Author: Nie Lei, big data architect in Li Auto
He has been working in big data area for 10 years and 6 years for big data architecture.
Li Auto is a leading Chinese NEV manufacturer that designs, develops, manufactures, and sells premium smart NEVs. And it debuted on the Nasdaq in 2020. The company started volume production of its first model Li One in November 2019. The model is a six-seater, large, premium plug-in electric SUV equipped with a range extension system and advanced smart vehicle solutions. It sold over 90,000 EVs in 2021, accounting for about 2.7% of China's passenger new energy vehicle market.
Li Auto's big data platform is built based on the Hadoop stack. With the maturity of cloud computing, Li Auto is gradually migrating its big data platform from Hadoop to cloud-native stack.
Problems with HDFS
First: the coupled design of HDFS storage and computing is poorly scalable and not suitable for cloud environments. Hadoop tends to encourage companies to build their own data centers, while various cloud service providers are shipping their own EMR systems,which are usually built on top of Hadoop. These EMR systems have been phasing out Hadoop over the last year or two.

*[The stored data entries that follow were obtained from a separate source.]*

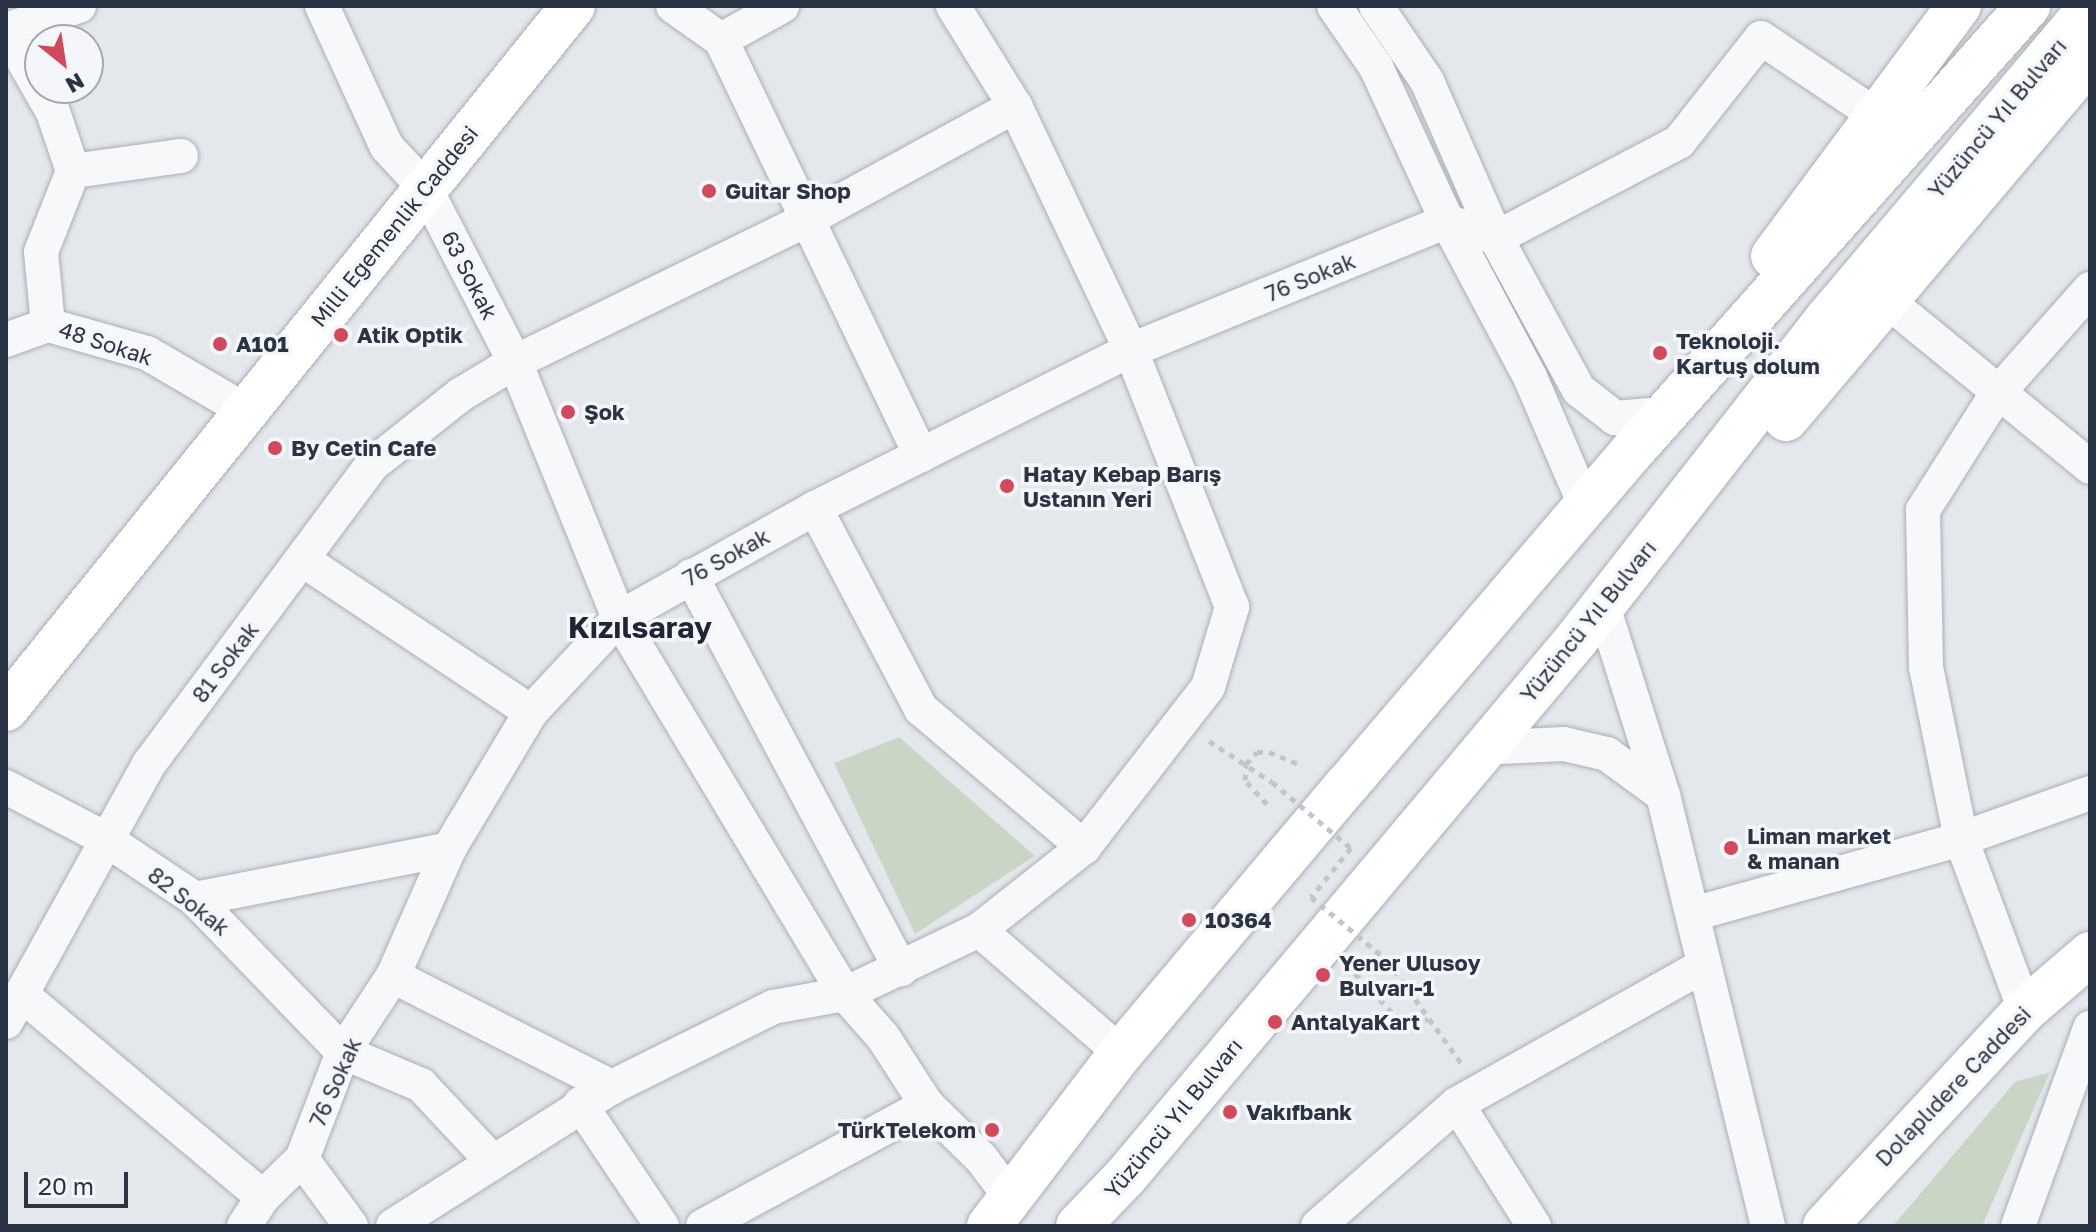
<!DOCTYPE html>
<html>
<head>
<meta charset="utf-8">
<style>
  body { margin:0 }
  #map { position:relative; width:2096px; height:1232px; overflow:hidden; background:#e4e7ec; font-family:"Golos Text",sans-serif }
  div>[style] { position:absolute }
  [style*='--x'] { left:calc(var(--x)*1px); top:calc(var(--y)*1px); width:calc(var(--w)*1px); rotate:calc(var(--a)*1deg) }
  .green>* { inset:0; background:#c9d6c5 }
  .path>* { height:5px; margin-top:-2.5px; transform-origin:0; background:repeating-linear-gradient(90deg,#c2c5cb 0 6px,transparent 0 12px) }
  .roads { filter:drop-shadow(0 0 2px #a9aeb7) drop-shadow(0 0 2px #a9aeb7) }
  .street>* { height:34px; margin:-17px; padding:0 17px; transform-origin:17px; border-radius:17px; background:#f7f8fa }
  .secondary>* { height:44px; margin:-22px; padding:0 22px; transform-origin:22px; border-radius:22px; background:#fff }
  .primary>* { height:44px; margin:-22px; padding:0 22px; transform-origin:22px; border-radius:22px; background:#fff }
  .path-bridge>* { height:5px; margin-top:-2.5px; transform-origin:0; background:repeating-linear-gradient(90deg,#c2c5cb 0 6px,transparent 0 12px) }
  .dots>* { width:22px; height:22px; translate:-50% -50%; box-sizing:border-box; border:4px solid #f4f6f9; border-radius:50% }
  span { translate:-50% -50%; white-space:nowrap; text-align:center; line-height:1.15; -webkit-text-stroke:7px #f4f6f9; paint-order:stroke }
  .street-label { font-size:22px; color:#2b3445 }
  .poi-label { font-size:22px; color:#2b3445; font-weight:700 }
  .left { translate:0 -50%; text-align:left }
  .right { translate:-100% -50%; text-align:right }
  .district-label { font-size:30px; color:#1d2536; font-weight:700 }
  .frame { position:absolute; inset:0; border:8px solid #2b3445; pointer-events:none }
  .north { position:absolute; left:24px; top:24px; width:80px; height:80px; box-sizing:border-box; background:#f4f6f9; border:2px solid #a4a8b1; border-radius:50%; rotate:150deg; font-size:22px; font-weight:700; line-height:32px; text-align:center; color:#2b3445 }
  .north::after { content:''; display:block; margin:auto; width:28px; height:36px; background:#d1495b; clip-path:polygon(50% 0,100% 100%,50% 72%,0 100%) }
  .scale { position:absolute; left:24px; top:1172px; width:104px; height:36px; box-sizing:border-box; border:4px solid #2b3445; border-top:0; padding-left:10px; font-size:24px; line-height:28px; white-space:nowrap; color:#2b3445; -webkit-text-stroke:6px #f4f6f9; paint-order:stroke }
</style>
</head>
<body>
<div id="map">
  <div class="green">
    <div style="clip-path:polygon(899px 737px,1035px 856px,915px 934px,834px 763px)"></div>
    <div style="clip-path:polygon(2050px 1072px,1982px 1226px,1893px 1226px,2015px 1082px)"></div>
  </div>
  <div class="path">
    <div style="--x:1209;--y:741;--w:75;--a:33.1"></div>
    <div style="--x:1267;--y:804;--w:33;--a:-133"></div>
    <div style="--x:1245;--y:780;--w:16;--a:-86"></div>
    <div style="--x:1246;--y:764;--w:16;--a:-47"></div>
    <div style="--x:1257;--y:752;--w:12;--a:0"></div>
    <div style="--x:1269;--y:752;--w:32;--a:22"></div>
    <div style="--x:1387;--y:960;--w:127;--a:54.3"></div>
    <div style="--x:1355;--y:973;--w:67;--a:46.8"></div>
    <div style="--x:1401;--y:1022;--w:27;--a:-6"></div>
  </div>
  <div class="roads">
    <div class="street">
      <div style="--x:322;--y:6;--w:155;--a:65.3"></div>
      <div style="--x:387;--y:147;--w:56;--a:47.2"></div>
      <div style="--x:425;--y:188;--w:196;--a:62.7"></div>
      <div style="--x:515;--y:362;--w:276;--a:67.9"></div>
      <div style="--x:619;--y:618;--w:439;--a:59"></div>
      <div style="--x:845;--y:994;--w:57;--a:48.5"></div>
      <div style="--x:883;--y:1037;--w:81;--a:57.1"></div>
      <div style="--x:927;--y:1105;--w:76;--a:44.5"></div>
      <div style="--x:981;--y:1158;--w:41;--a:52.9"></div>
      <div style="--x:673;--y:6;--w:59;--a:35.3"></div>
      <div style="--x:721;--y:40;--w:461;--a:64.3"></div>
      <div style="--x:1334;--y:6;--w:74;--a:55.5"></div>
      <div style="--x:1376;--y:67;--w:170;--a:65.2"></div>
      <div style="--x:1447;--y:221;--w:177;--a:62"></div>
      <div style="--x:1530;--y:377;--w:142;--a:66.7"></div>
      <div style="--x:1376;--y:6;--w:91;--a:55.8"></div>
      <div style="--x:1427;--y:81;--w:171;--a:66.3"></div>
      <div style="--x:1496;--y:238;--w:173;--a:61.4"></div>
      <div style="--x:1579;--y:390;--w:46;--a:37.9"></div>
      <div style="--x:1615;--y:418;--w:35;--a:-5"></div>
      <div style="--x:6;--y:30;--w:95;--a:60.2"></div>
      <div style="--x:53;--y:112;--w:62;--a:71.3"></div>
      <div style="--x:73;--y:171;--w:87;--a:111.6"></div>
      <div style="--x:41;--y:252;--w:73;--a:84.5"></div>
      <div style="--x:6;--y:30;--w:77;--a:-18.2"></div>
      <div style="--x:721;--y:40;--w:70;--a:-29.1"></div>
      <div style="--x:73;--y:171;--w:109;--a:-7.9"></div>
      <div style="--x:1447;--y:221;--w:52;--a:19.1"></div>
      <div style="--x:1496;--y:238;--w:207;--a:-27.7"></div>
      <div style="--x:1679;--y:142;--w:132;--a:-51.7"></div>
      <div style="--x:1761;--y:38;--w:136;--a:33.9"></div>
      <div style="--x:1885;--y:299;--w:265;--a:39.3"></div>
      <div style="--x:6;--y:340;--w:45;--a:-19.7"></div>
      <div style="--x:48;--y:325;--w:103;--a:15.8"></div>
      <div style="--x:147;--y:353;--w:111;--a:30.3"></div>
      <div style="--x:815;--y:508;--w:227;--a:62.2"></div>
      <div style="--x:921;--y:709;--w:214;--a:40.3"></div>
      <div style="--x:303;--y:560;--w:274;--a:33.7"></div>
      <div style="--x:691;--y:576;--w:446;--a:61.9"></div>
      <div style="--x:1608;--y:622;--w:182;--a:72.4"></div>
      <div style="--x:1663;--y:795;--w:444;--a:76.3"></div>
      <div style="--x:1481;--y:748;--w:83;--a:-2.8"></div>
      <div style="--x:1564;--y:744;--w:44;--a:13.1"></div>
      <div style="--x:1607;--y:754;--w:69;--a:36.2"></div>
      <div style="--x:6;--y:787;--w:110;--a:27.5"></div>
      <div style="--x:104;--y:838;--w:110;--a:33.8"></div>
      <div style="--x:195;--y:899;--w:213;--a:46"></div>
      <div style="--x:343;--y:1052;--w:85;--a:22.9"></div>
      <div style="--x:421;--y:1085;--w:105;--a:46.9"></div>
      <div style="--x:195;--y:899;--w:259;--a:-11.1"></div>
      <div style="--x:1693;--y:914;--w:278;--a:-15.6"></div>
      <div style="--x:1961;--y:839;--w:137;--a:-19.6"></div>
      <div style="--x:979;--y:930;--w:188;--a:40.9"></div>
      <div style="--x:393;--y:976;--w:246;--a:26.9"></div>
      <div style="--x:22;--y:995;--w:314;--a:40"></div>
      <div style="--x:2025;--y:1010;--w:183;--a:-110.5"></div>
      <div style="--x:1961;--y:839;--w:176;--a:-101.5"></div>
      <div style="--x:1926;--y:667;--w:157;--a:-91.1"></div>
      <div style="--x:1923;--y:510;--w:136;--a:-57.6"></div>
      <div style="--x:1996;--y:395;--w:142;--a:-48.4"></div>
      <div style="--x:6;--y:1022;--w:295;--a:-61"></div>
      <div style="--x:149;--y:764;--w:374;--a:-53.3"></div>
      <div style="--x:373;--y:464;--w:111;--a:-38.4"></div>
      <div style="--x:460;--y:395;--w:64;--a:-31"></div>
      <div style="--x:515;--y:362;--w:326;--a:-26"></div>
      <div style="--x:808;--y:219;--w:236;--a:-28.6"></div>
      <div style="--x:580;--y:1104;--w:147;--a:56.1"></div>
      <div style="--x:1457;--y:1104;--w:144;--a:57.7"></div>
      <div style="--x:302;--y:1159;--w:83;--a:53.8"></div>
      <div style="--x:244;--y:1226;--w:35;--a:-57"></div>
      <div style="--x:263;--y:1197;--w:54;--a:-44.3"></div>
      <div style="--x:302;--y:1159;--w:115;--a:-69"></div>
      <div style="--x:343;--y:1052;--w:91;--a:-56.7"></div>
      <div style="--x:393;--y:976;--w:139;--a:-66.2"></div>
      <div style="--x:449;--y:849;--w:160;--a:-59.1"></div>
      <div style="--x:531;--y:712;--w:129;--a:-46.9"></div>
      <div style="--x:619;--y:618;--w:225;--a:-29.3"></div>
      <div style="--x:815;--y:508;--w:353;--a:-26.6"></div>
      <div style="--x:1131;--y:350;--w:341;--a:-22.2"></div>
      <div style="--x:393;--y:1226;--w:259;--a:-32.4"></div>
      <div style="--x:612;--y:1087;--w:180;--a:-26.4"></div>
      <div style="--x:773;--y:1007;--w:73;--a:-10.2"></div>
      <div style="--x:845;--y:994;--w:148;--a:-25.5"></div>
      <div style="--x:979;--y:930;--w:134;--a:-38.3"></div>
      <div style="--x:1084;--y:847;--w:202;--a:-52.2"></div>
      <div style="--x:1208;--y:687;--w:84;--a:-73.3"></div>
      <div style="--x:1232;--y:607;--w:276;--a:-111.5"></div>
      <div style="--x:1131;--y:350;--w:270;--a:-115.4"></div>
      <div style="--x:1015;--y:106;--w:118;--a:-121.8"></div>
      <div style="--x:703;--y:1226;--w:255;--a:-28.4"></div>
      <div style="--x:1318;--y:1226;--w:185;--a:-41.3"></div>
      <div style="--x:1457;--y:1104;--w:282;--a:-29.3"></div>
      <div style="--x:2018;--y:1226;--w:211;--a:-70"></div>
    </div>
    <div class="secondary">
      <div style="--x:6;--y:709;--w:903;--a:-51.11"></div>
      <div style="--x:1825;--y:1226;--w:294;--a:-47.2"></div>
      <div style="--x:2025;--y:1010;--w:86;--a:-40.7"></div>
    </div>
    <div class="primary">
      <div style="--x:1773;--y:256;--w:312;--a:-53.4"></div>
      <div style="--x:1786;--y:419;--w:471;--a:-49.8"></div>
      <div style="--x:989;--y:1226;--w:218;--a:-52.7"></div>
      <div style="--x:1121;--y:1053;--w:351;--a:-49.9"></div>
      <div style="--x:1347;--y:785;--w:446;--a:-49.5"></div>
      <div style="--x:1637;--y:446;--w:589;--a:-48.37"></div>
      <div style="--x:1078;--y:1226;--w:69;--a:-46.2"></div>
      <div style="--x:1126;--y:1176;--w:700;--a:-49.98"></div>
      <div style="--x:1576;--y:640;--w:407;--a:-52"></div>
      <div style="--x:1827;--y:319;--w:407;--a:-49.8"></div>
    </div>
  </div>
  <div class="path-bridge">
    <div style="--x:1272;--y:782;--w:103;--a:39.9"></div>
    <div style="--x:1351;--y:848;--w:63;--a:129.2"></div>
    <div style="--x:1311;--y:897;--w:99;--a:39.7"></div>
  </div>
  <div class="dots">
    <div style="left:709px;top:191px;background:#d1495b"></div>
    <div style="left:341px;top:335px;background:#d1495b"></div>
    <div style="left:220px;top:344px;background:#d1495b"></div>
    <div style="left:1660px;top:353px;background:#d1495b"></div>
    <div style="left:568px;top:412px;background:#d1495b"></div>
    <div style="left:275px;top:448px;background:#d1495b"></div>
    <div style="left:1007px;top:486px;background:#d1495b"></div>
    <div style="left:1731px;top:848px;background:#d1495b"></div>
    <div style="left:1189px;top:920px;background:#d1495b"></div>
    <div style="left:1323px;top:975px;background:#d1495b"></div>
    <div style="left:1275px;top:1022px;background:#d1495b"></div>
    <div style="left:1230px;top:1112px;background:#d1495b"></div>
    <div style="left:992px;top:1130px;background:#d1495b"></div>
  </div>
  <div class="street-label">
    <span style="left:1997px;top:118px;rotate:-50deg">Yüzüncü Yıl Bulvarı</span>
    <span style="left:394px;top:226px;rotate:-51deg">Milli Egemenlik Caddesi</span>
    <span style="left:470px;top:275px;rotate:63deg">63 Sokak</span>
    <span style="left:1310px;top:277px;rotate:-22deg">76 Sokak</span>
    <span style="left:106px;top:343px;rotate:18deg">48 Sokak</span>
    <span style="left:726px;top:557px;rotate:-29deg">76 Sokak</span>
    <span style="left:1588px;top:621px;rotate:-51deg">Yüzüncü Yıl Bulvarı</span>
    <span style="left:225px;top:662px;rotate:-53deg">81 Sokak</span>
    <span style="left:189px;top:901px;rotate:38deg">82 Sokak</span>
    <span style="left:335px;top:1082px;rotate:-66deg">76 Sokak</span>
    <span style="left:1953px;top:1086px;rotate:-46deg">Dolaplıdere Caddesi</span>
    <span style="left:1173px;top:1118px;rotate:-50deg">Yüzüncü Yıl Bulvarı</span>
  </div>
  <div class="poi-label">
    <span class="left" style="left:725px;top:191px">Guitar Shop</span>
    <span class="left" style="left:357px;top:335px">Atik Optik</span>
    <span class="left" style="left:1676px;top:353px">Teknoloji.<br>Kartuş dolum</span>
    <span class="left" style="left:236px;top:344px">A101</span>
    <span class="left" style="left:584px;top:412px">Şok</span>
    <span class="left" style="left:291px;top:448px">By Cetin Cafe</span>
    <span class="left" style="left:1023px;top:486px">Hatay Kebap Barış<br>Ustanın Yeri</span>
    <span class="left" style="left:1747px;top:848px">Liman market<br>&amp; manan</span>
    <span class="left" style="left:1205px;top:920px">10364</span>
    <span class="left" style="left:1339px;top:975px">Yener Ulusoy<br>Bulvarı-1</span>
    <span class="left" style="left:1291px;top:1022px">AntalyaKart</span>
    <span class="left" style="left:1246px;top:1112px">Vakıfbank</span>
    <span class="right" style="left:976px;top:1130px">TürkTelekom</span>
  </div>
  <div class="district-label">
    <span style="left:640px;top:627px">Kızılsaray</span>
  </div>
  <div class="frame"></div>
  <div class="north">N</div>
  <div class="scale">20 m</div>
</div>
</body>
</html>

Second: Object storage is not well adapted to the HDFS API, and the performance is much worse than the local disk due to network and other reasons, and the metadata operations such as ls are also very slow.
Third: In HDFS, when the NameNode is under pressure or Full GC, there will be read failures. Our solution is to add as much memory as possible, but it is difficult to completely solve the problem of HDFS in this case, because it is written in Java and there is no way to completely avoid the GC problem.
Fourth, HDFS does not have a disaster recovery strategy. At present, we use a large number of physical machines to deploy HDFS.
From HDFS to JuiceFS
Based on these problems, we researched some storage products and learned about JuiceFS, a distributed file system based on object storage, which can be well adapted to object storage.
On the issue of disaster recovery, object storage is usually deployed across regions. There will be at least three copies within one region. The cloud vendor helped us to do the backup.
In terms of performance, from the test results of JuiceFS, it is basically comparable to local disk with cache. Thus we quickly switch the current data on HDFS to JuiceFS directly. We used DistCp to start the synchronization, and it was very easy to synchronize the data with JuiceFS Hadoop SDK, and the overall migration was smooth.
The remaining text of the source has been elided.